The Padres are officially up for sale, with the Seidler family, who owns the club, making a surprise announcement of its intent to “explore strategic options.”
The club said Thursday that it has retained merchant bank BDT & MSD Partners to advise the Seidlers on a potential sale of all or part of the franchise. The move arrives just one day shy of the second anniversary of the death of former club owner Peter Seidler.
“We will undertake this process with integrity and professionalism in a way that honors Peter’s legacy and love for the Padres and lays the foundation for the franchise’s long-term success,” Padres chair John Seidler said in a statement. Seidler had just been approved in February as the Padres’ designated control executive for league purposes.
Other Major League Baseball clubs, including the Twins, Nationals, and Angels, went through a similar process, only to ultimately decide not to sell the franchise. The Pohlad, Lerner, and Moreno families still control those three franchises, respectively.

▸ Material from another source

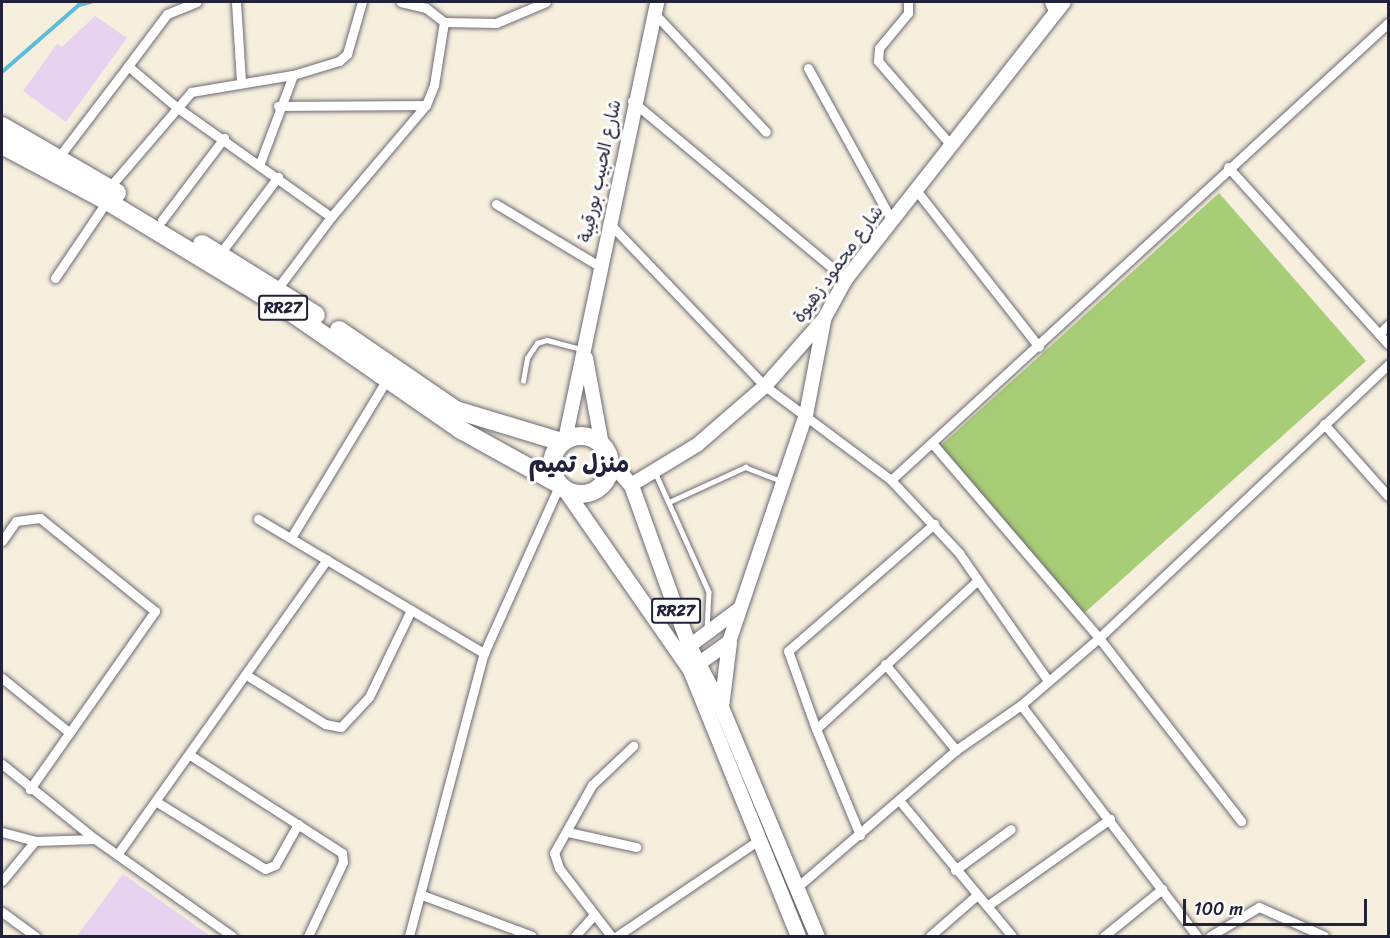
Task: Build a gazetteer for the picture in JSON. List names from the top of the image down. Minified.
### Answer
{"streets":{"highway":["RR27"],"main road":["شارع الحبيب بورقيبة","شارع محمود زهيوة"]},"crossings":[["شارع الحبيب بورقيبة","RR27"],["شارع محمود زهيوة","RR27"]],"districts":["منزل تميم"],"scale_bar":"100 m"}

The dynamics of the Padres situation, however, are different. Since the death of Peter Seidler, an intrafamily dispute has surrounded the franchises. Peter’s widow, Sheel Seidler, sued the brothers who run the team, and as that legal action is still active, the decision to consider a sale moves the dynamic in an entirely different direction. The bank that the Seidlers hired is also the one that helped execute sales of the Celtics and White Sox.
Market Dynamics
In the meantime, the club has the difficult task of trying to compete, both on and off the field, with the neighboring Dodgers, who spent a record sum this year en route to a repeat World Series title. The Padres have carried a hefty payroll, with a $273.1 million luxury-tax payroll ranking sixth in the league, and have incurred significant debt. The club was also the first cut in the bankruptcy of the former Diamond Sports Group, now Main Street Sports, and the club’s local rights are part of MLB’s in-house media model.
There are plenty of positive attributes with the Padres, however. The club, a playoff participant three of the last four years, plays in Petco Park—consistently one of the most revered ballparks in the sport. The Padres also drew a franchise-record 3.43 million in attendance this season, second best in baseball behind only the Dodgers and far beyond what the population and geographic confines of the San Diego market would suggest.
Any sale, should it happen, would likely require the Padres to stay in San Diego. The club’s current lease at Petco Park runs to 2033. The team also recently hired Craig Stammen as its new manager, marking the ninth such person under Padres president of baseball operations A.J. Preller.
The current Padres ownership group originally gained control of the team in 2012 in an $800 million deal. The franchise is now estimated to be worth $1.95 billion.